As simple as that. And more than that – nearly everything else will pass away. Everything except faith, hope and love…and the greatest of these is love.

In other words, says Paul to this not yet perfect Christian community, ‘get your priorities right and work together’. You can be better than you think you are. You can behave better than you currently are. And what message could be more apposite for us – or any church community to hear – on the day of its annual meeting. Especially when coupled with that ‘what happened next’ incident we heard in the gospel – that moment of rage when a faith community got confronted by Good News that challenged its own values and priorities.

Now when I look in the mirror, let alone when you all may look at me, it is plain to see that there are any number of times when the way I chose to take is far from excellent. But nevertheless, if it falls to anyone, now, today, Sunday 30th January, 2022, it falls to me to prompt us all to remember the need for that still more excellent way – on this Sunday of all Sundays in the year.

For instance, when we start our meeting, we will, I know, be talking about our buildings. We will be talking about this beloved and beautiful cathedral, whose fabric shows concerning signs of wear and tear. And I dare say we may talk about the ongoing implications of the diocesan trustees decision to sell the office building and plaza.

But while we are, of course, called to be responsible stewards of our assets, let me tell you a little secret…. One day… this lovely church will either fall down or be demolished. And it won’t, ultimately, matter – it won’t matter if the St James community has taken seriously the words of the hymn that we just sung, which calls the followers of Jesus to raise a ‘living temple’ whose towers ‘may tell forth salvation’ and whose walls ‘may re-echo praise’. That’s the still more excellent way – without which, nothing we do in this building or to preserve this building is of any worth at all.

Or we might need to remember that more excellent way if COVID has made us prioritize attending church, receiving the sacrament, and participating in mission, formation, and fellowship just a little lower than was once the case. At a point when the majority of COVID cases for the vaccinated are mild, and when we gather in a very large and airy space, and when many other aspects of life are back to close to normal, our pews have been remarkably empty, our formation activities poorly attended, and our mission work sometimes struggling to find volunteers.

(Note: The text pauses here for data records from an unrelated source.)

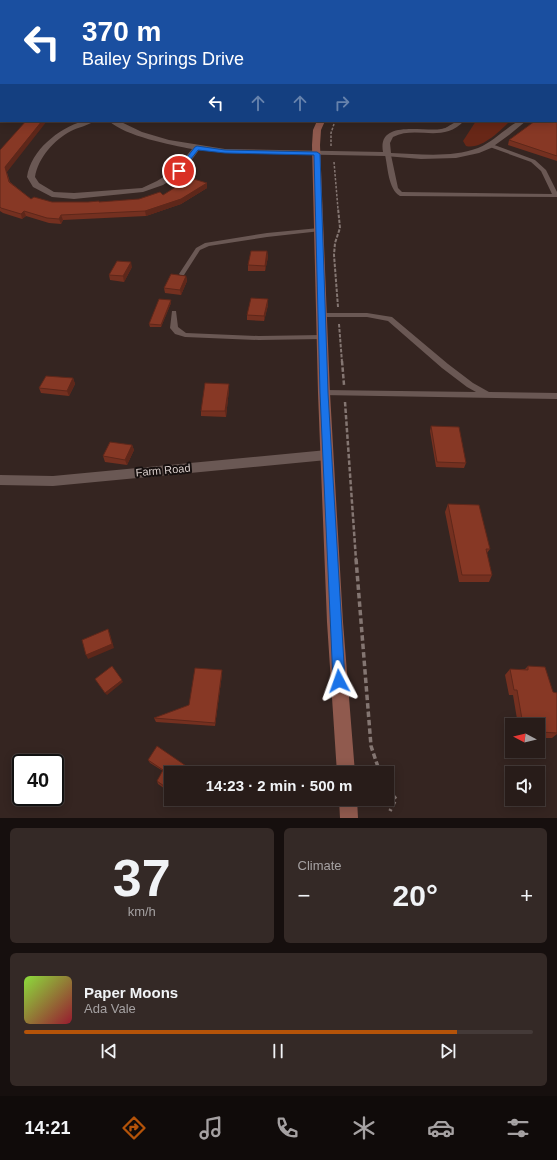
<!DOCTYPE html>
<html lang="en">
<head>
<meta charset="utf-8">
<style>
	body { margin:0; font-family:Helvetica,sans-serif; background:#342926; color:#f1f3f6; height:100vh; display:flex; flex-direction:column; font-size:15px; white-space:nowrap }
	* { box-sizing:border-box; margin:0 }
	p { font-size:13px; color:#a5a1a2 }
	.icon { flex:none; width:22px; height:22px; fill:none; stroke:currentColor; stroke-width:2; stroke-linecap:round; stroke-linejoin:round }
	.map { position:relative; height:818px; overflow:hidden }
	.drawer { display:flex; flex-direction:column; gap:10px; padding:10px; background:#160f0e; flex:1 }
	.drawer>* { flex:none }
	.top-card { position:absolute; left:0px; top:0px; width:557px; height:122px; box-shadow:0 2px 10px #0003,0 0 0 1px #443a38; background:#1a4fa0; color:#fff; overflow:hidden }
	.needle { width:26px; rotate:277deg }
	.buttons { position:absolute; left:505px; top:718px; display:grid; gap:8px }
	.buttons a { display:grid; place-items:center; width:40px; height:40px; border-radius:0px; background:#281c19; box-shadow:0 2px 10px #0003,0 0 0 1px #443a38; font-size:20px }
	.speed { position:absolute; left:12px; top:754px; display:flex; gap:8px; font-size:20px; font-weight:700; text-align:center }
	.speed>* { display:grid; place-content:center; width:52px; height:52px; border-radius:50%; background:#281c19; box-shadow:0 2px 10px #0003,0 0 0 1px #443a38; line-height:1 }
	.speed .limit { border:2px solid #111; border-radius:6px; background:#fff; color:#111 }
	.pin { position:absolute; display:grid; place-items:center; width:34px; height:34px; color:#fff; margin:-17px; border:2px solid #fff; border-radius:50%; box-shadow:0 1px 4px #0007 }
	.me { position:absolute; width:44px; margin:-22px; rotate:356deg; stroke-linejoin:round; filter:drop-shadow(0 0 3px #0008) }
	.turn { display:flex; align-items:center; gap:14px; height:84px; padding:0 16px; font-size:18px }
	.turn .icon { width:52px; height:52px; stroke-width:2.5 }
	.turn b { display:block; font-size:28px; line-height:34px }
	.lanes { display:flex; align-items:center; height:38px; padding:0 16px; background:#0003; justify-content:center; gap:20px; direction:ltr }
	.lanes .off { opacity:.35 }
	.big { font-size:30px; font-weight:800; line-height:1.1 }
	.drawer .widget { flex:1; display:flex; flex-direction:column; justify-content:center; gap:6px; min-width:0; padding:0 14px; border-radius:6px; background:#342926 }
	.drawer .dial { align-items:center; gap:0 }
	.dial b { font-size:52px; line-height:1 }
	.song { display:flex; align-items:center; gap:12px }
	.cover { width:48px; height:48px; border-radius:6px; background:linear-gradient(135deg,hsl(90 70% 55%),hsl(350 70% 35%)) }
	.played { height:4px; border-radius:2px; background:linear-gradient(90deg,#b45309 85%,#443a38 85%) }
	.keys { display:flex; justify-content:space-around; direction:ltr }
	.heat { display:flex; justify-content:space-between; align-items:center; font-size:22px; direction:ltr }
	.drawer .tiles { flex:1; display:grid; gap:10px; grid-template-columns:1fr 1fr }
	.widget:last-child { grid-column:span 2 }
	.trip { position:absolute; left:164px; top:766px; width:230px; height:40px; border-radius:0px; background:#281c19; box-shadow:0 2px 10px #0003,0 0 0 1px #443a38; font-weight:800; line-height:40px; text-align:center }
	.menu { display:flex; height:64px; justify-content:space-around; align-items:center; background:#100b0a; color:#a5a1a2 }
	.menu .icon { width:28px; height:28px }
	.menu .active { color:#b45309 }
	.menu b { font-size:18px; color:#f1f3f6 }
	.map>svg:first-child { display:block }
</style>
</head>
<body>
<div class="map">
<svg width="557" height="818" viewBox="0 0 557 818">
	<rect width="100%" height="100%" fill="#352521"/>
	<path fill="#682717" d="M476 121H510C500 131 481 150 466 146L463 141Z"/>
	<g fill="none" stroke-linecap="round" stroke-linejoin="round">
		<path stroke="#847672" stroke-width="1" stroke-dasharray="2 1" stroke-linecap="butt" d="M157 1H168
			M182 1 186 0"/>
		<path stroke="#847672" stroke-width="1.5" stroke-dasharray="2.5 1.5" stroke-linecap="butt" d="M331 146V133L335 121
			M334 162 338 209"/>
		<path stroke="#847672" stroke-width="2" stroke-dasharray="3.5 1.5" stroke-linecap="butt" d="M338 307 334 255 335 243 340 228 338 208
			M339 324 342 362"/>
		<path stroke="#847672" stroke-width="2.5" stroke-dasharray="4.5 2" stroke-linecap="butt" d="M342 361 344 385
			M345 402 356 560"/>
		<path stroke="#847672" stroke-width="3.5" stroke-dasharray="5.5 3" stroke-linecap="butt" d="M356 559 371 746 380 773
			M387 788 396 799 390 811"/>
		<path fill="#6a5854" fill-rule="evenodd" d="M556 8H557V11H556Z
			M489 143 535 160 546 170 557 192V197L400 196C388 189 388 167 385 155L388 153 391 155 398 188 402 192 552 194 541 171 531 162 487 146 486 145Z
			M319 228 321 229V231L267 237 209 246 200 250 184 275H180L179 274 196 248 205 243 267 233Z
			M172 311H176L178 327 186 333 259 336 322 335 326 337 322 339 259 340 185 337 175 334 170 328Z
			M319 313H367L392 317 448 364 473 383 489 392 557 393V399L321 395 320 393 324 390 476 392 467 387 442 368 388 321 367 317H321L318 315Z"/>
		<path fill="#6a5854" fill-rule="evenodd" d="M417 0H423L424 1H418Z
			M0 10 1 11V15L0 14Z
			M0 66H1L0 71Z
			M83 121H94C88 126 78 127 71 131 54 140 38 158 35 177L39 183 54 192 74 193 142 188 157 181 176 169 192 149C171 145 125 136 109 121H119L142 132 169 140 225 149 383 152C377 119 423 132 441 129 450 128 451 121 464 121 442 144 417 125 393 137L390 143 391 153C420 154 451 158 478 148 493 142 503 130 517 122 519 120 522 121 526 121L509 135 491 148 479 153 456 158 421 159 385 156 225 153 199 150 182 173 163 185 143 192 74 199 52 197 33 187 27 177C31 150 58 129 83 121Z
			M327 450 332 451 333 455 332 459 327 460 53 486 0 485V475L53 476Z"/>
		<path fill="#905a4e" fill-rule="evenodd" d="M512 0H519L511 1Z
			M317 121H325L321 130 320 145 330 393 343 622 355 773H337L327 622 318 393 312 145 313 130Z
			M339 799H357L358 818H340Z"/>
	</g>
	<path fill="#743020" d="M557 57V161L508 145 509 140 531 124 532 121H556Z
		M0 150 10 182 31 199 52 202H99L139 199 163 195 207 183V188L181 204 146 216 63 220 61 224 49 223 26 216 22 219 3 213 0 211Z
		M267 251 268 257 265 271H248V265Z
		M132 267 124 282 110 280 109 275Z
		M186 276 187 281 181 295 165 293 164 288Z
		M171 300V303L161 327H150L149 324Z
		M268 305 264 321 247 320V315Z
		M73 378 75 384 69 396 41 393 39 388Z
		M229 384V389L226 417 201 416V411Z
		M431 426 466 463 464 468 436 467 430 431Z
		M132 445 134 450 127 465 105 462 103 456Z
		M448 504 490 549 487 553 492 575 489 582H459L445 512Z
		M528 666 553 692 557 693V734L552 738H538V725H518L513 695H509L505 675 510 669H525Z
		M222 670V674L215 726 156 722 154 718 189 705Z
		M148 760 192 770 194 773H171V793L158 784 157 781 163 771 150 763Z"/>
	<path fill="#5e271a" d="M386 0H390V1H381Z
		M42 121H47L7 172 5 167Z
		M207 183V188L181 204 146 216 145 211Z
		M24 211 26 216 22 219 21 214Z
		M61 215 63 220 61 224 59 219Z
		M267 251 268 257 265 271V266Z
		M131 262 132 267 124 282 123 276Z
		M186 276 187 281 181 295 180 290Z
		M268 299V305L264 321V316Z
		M171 300V303L161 327V325Z
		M73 378 75 384 69 396 67 391Z
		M229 384V389L226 417 225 411Z
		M132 445 134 450 127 465 125 460Z
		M108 629 110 634 114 648 88 659 86 655Z
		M222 670V674L215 726V723Z
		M122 680 123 682 107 695 105 693Z"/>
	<path fill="#873825" stroke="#5e271a" d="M12 0H31L32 1H13Z
		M146 0H148L149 1H139Z
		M227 0H386L381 1H383H220Z
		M556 56 557 57V156L509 140 535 121H556Z
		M1 74V82H0V75Z
		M26 121H42L5 167 9 182 31 199 34 197 52 202H88L99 201V202L139 199 160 192 163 195 190 178 207 183 181 199 145 211 61 215 59 219 47 218 24 211 21 214 1 208 0 207V150Z
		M251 251H267L265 266 248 265Z
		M117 261 131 262 123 276 109 275Z
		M171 274 186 276 180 290 164 288Z
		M251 298 268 299 264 316 247 315Z
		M159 299 171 300 161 325 149 324Z
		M46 376 73 378 67 391 39 388Z
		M205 383 229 384 225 411H201Z
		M431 426 459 427 466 463 437 462Z
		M110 442 132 445 125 460 103 456Z
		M448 504 479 505 490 549H486L492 575H462Z
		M108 629 112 644 86 655 82 640Z
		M112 666 122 680 105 693 95 679Z
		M528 666 545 667 553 692 557 693V733L540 732 539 727H538V725H523L517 690H514L510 669 528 670Z
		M195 668 222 670 215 723 154 718 189 705Z
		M157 746 192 770 191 773H171V791L157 781 163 770 148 760Z"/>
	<path fill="#1a73e8" stroke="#114b97" d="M197 146 225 150 317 152 320 154 328 393 345 681 343 686 339 688 335 686 333 681 320 393 314 155 225 153 198 150 181 172H177V170L195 147Z"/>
	<g text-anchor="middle" stroke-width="4" stroke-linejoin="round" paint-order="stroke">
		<g font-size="11" fill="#dcd1ce" stroke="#17100f">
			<text transform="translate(163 470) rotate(-5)" y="4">Farm Road</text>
		</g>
	</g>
</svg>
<div class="buttons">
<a><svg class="needle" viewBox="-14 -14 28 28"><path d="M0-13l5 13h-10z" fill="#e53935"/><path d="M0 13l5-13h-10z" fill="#a5a1a2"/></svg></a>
<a><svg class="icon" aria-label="sound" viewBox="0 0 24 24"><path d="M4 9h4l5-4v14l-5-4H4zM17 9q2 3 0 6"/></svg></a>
</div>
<div class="speed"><div class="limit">40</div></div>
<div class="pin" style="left:179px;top:171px;background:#d93025"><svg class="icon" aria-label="arrive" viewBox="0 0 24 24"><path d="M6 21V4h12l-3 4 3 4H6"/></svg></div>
<svg class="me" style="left:339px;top:681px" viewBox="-20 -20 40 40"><path d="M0-17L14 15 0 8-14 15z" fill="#1a73e8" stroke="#fff" stroke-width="4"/></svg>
<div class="trip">14:23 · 2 min · 500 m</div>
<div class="top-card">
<div class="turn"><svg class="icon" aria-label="left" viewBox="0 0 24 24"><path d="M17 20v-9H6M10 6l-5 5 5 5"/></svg><div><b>370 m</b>Bailey Springs Drive</div></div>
<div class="lanes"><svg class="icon" aria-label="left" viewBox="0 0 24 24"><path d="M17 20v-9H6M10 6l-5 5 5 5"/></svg><svg class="icon off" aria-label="ahead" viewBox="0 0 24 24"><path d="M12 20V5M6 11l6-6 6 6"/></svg><svg class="icon off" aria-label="ahead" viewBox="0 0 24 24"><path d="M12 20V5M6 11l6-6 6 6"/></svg><svg class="icon off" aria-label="right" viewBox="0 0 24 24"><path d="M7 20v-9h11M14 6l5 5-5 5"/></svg></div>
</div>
</div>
<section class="drawer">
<div class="tiles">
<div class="widget dial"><b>37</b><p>km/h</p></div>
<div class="widget"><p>Climate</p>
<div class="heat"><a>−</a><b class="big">20°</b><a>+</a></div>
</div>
<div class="widget">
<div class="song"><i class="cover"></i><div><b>Paper Moons</b><p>Ada Vale</p></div></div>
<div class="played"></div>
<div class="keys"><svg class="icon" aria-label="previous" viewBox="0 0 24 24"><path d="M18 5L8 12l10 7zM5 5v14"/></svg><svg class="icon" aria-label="pause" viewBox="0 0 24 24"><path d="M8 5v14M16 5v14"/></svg><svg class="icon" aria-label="next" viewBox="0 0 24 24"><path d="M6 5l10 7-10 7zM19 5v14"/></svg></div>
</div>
</div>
</section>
<nav class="menu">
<b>14:21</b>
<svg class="icon active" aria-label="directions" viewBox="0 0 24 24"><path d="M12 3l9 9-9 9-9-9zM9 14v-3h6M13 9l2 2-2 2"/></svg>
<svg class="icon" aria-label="music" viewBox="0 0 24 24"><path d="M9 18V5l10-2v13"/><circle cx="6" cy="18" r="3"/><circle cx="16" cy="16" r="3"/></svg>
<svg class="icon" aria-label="phone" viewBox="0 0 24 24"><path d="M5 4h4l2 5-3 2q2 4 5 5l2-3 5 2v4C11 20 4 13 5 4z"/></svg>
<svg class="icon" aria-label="climate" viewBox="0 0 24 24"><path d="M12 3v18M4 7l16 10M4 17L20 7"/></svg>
<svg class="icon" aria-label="car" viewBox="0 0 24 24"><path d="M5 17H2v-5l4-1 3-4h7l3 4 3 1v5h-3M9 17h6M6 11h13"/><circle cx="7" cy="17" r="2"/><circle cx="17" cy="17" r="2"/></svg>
<svg class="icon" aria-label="filters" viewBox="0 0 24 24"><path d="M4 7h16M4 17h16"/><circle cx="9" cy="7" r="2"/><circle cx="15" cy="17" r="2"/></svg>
</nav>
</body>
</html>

And the next time we look at our bank balance and our financial commitments, we might need to look for that more excellent way. As of some 48 hours ago, 51 families who I believe still consider themselves to be members of the cathedral community had yet to complete a pledge for 2022. That’s probably simply oversight – for we all lead busy lives – but it hinders our ability to function properly – it hinders our ability to tell those tidings of a new creation to this old and weary earth.

And, most importantly of all, (and let me say that now more than ever I am preaching first and foremost to myself), we need to keep looking in the spiritual mirror, and making sure that we have really understood and are really acting out the kind of love that Paul was talking about – the kind of love about which Charles Wesley spoke in that famous first hymn we just sung… the love that is divine, and without which nothing else is worth anything at all.

For you – and I – need always to remember that we are but a work in progress. We are still, as Wesley said, being ‘changed from glory into glory’, and, whatever we achieved last year and will achieve this coming year, that work will and must continue ‘till in heaven we take our place’. So join me, on this Annual Meeting Sunday, join me in following Christ on his unstoppable way of love, and allow him to show us all, a still more excellent way. Amen.